[[ MATERIAL FOR THIS EXERCISE, beginning ]]

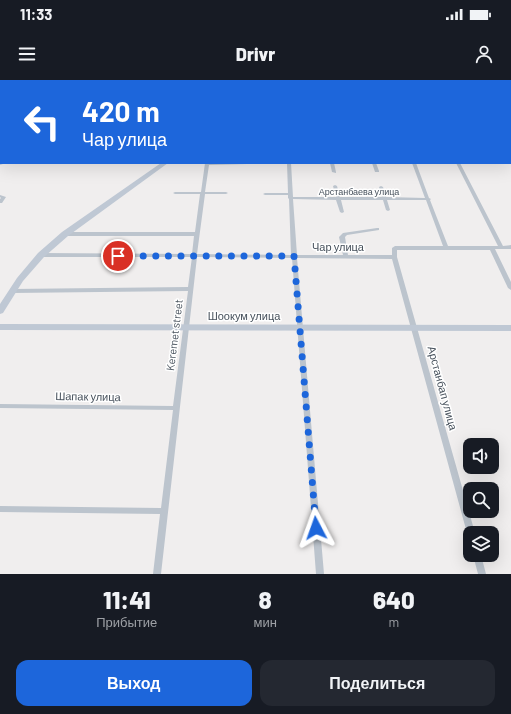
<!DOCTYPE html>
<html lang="ru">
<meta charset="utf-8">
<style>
:root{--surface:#171b24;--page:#242831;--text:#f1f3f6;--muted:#9ea1a6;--accent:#1d66db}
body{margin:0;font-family:Barlow,sans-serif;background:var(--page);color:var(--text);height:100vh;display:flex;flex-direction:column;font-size:15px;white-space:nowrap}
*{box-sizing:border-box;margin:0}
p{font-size:13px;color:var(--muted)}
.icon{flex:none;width:22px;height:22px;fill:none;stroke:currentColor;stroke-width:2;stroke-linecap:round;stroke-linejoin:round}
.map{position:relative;height:494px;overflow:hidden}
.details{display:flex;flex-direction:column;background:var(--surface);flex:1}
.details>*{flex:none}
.banner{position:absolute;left:0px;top:0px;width:511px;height:84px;box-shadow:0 4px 16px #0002;background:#1d66db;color:#fff;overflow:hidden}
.buttons{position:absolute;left:463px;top:358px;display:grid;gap:8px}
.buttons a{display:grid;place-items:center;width:36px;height:36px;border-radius:8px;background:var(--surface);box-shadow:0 4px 16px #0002;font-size:20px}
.pin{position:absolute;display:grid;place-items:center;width:34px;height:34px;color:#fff;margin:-17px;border:2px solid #fff;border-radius:50%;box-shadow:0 1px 4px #0007}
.me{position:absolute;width:44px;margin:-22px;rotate:356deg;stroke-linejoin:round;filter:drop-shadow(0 0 3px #0008)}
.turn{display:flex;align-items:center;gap:14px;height:84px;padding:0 16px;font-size:18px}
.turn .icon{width:52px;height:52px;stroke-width:2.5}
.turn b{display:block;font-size:28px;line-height:34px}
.eta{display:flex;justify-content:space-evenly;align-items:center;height:68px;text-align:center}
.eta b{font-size:24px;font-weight:800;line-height:28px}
.action{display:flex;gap:8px;margin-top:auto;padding:8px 16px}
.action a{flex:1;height:46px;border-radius:12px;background:var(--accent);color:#fff;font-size:16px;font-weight:800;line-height:46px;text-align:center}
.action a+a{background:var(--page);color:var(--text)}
.status{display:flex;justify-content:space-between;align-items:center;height:28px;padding:0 20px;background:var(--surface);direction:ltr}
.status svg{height:11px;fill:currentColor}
header{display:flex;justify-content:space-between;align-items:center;height:52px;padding:0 16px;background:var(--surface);font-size:18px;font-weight:800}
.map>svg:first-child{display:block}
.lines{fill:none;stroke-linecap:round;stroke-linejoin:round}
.street{fill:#bcc4cd;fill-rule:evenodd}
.secondary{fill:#bfc8d4;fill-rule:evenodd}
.primary{fill:#aebccc;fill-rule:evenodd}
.route{stroke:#1d66db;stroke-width:7;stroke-dasharray:0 12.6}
.labels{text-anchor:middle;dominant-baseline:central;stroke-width:3;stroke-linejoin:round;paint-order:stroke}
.far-street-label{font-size:9px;fill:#46505b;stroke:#fff}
.street-label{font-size:11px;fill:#46505b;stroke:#fff}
</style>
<div class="status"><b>11:33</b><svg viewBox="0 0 49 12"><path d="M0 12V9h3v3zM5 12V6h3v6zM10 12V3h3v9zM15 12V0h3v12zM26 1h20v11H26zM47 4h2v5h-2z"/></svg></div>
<header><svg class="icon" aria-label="menu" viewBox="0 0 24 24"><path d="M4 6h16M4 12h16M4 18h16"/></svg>Drivr<svg class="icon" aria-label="person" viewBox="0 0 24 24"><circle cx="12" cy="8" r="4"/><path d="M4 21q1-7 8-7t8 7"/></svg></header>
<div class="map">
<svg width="511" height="494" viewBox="0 0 511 494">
<rect width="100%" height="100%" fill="#f0eeee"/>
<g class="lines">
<!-- street -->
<g class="street">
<rect x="361" y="0" width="4" height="1"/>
<rect x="427" y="0" width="4" height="1"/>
<polygon points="495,0 500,0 502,1 497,1"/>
<rect x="510" y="3" width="1" height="3"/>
<rect x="510" y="26" width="1" height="2"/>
<path d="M205,83H249L247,84L209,85L205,112H226L228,113L226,114H205L197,174L291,175L289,119L288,118V115H265L263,114L265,113H288L287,83H291L293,117H336L333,106L335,105L337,106L340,117H382L379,107L381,106L383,107L386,117L425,118L412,83H416L429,118L431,119L430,120L448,166H498L456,83H460L503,166L511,165V169H495L511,202V210L508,208L490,170H397V177L475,453H470V456L468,455L467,453L392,179L297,178L324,494H316L292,178L197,177L161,494H153L160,434L0,432V426L161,428L173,330L0,328V324L173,326L188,211L12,213L9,211L12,209L188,207L192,177H41L38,175L41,173L192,174L194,156H65L62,154L65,152H195L200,114H175L173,113L175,112H201ZM293,119L336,120L340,132L342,133L344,132L341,120H383L386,130L388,131L390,130L387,120H426L443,166H395L392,168V175H348L345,157L347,155L379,150V148H377L343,153L339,157L343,175H297Z"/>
<polygon points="330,83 334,83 336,92 336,93 332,92"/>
<polygon points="372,83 376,83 379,91 379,92 375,92"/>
<polygon points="0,115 6,117 2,123 0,123 0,119 1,118 0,117"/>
<polygon points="473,475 481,475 486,494 478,494"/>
</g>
<!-- secondary -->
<g class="secondary">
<polygon points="459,0 465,0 466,1 460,1"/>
<rect x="510" y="76" width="1" height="6"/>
<polygon points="0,81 1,83 4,83 3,84 0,85"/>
<polygon points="161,83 168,83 68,156 44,177 23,201 3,233 0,234 0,224 17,198 38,173 62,152"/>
<polygon points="0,244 511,245 511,251 0,250"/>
</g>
<!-- primary -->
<g class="primary">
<rect x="0" y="18" width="1" height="4"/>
<rect x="510" y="35" width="1" height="4"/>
</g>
</g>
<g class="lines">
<!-- route -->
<polyline class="route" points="118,176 294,176 316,448"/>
</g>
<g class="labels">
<!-- far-street labels -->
<g class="far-street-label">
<text x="359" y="111">Арстанбаева улица</text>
</g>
<!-- street labels -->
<g class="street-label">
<text x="338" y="166">Чар улица</text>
<text x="244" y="235">Шоокум улица</text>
<text transform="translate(174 255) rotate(-83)">Keremet street</text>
<text transform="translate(443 308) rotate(75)">Арстанбап улица</text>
<text transform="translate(88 316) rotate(1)">Шапак улица</text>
</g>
</g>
</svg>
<div class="buttons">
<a><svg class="icon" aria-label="sound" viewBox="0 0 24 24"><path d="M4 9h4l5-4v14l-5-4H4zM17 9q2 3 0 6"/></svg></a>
<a><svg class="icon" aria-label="search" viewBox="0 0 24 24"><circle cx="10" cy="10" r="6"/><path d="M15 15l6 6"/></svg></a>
<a><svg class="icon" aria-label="layers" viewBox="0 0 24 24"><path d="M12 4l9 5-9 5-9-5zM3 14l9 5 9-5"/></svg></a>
</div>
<div class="pin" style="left:118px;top:176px;background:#d93025"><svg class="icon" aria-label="arrive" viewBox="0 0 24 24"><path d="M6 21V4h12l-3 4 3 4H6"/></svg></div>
<svg class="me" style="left:316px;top:448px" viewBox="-20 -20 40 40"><path d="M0-17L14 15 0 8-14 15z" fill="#1d66db" stroke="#fff" stroke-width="4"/></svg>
<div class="banner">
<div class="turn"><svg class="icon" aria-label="left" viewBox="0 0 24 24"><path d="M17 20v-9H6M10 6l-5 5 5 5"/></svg><div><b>420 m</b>Чар улица</div></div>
</div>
</div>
<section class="details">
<div class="eta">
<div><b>11:41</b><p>Прибытие</p></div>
<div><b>8</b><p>мин</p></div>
<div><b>640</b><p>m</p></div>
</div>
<div class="action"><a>Выход</a><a>Поделиться</a></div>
</section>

[[ MATERIAL FOR THIS EXERCISE, end ]]

→ **EXERCISE PROMPT**
All lines in the records above with "column" need to be found and copied.

→ **SOLVED EXERCISE**
body{margin:0;font-family:Barlow,sans-serif;background:var(--page);color:var(--text);height:100vh;display:flex;flex-direction:column;font-size:15px;white-space:nowrap}
.details{display:flex;flex-direction:column;background:var(--surface);flex:1}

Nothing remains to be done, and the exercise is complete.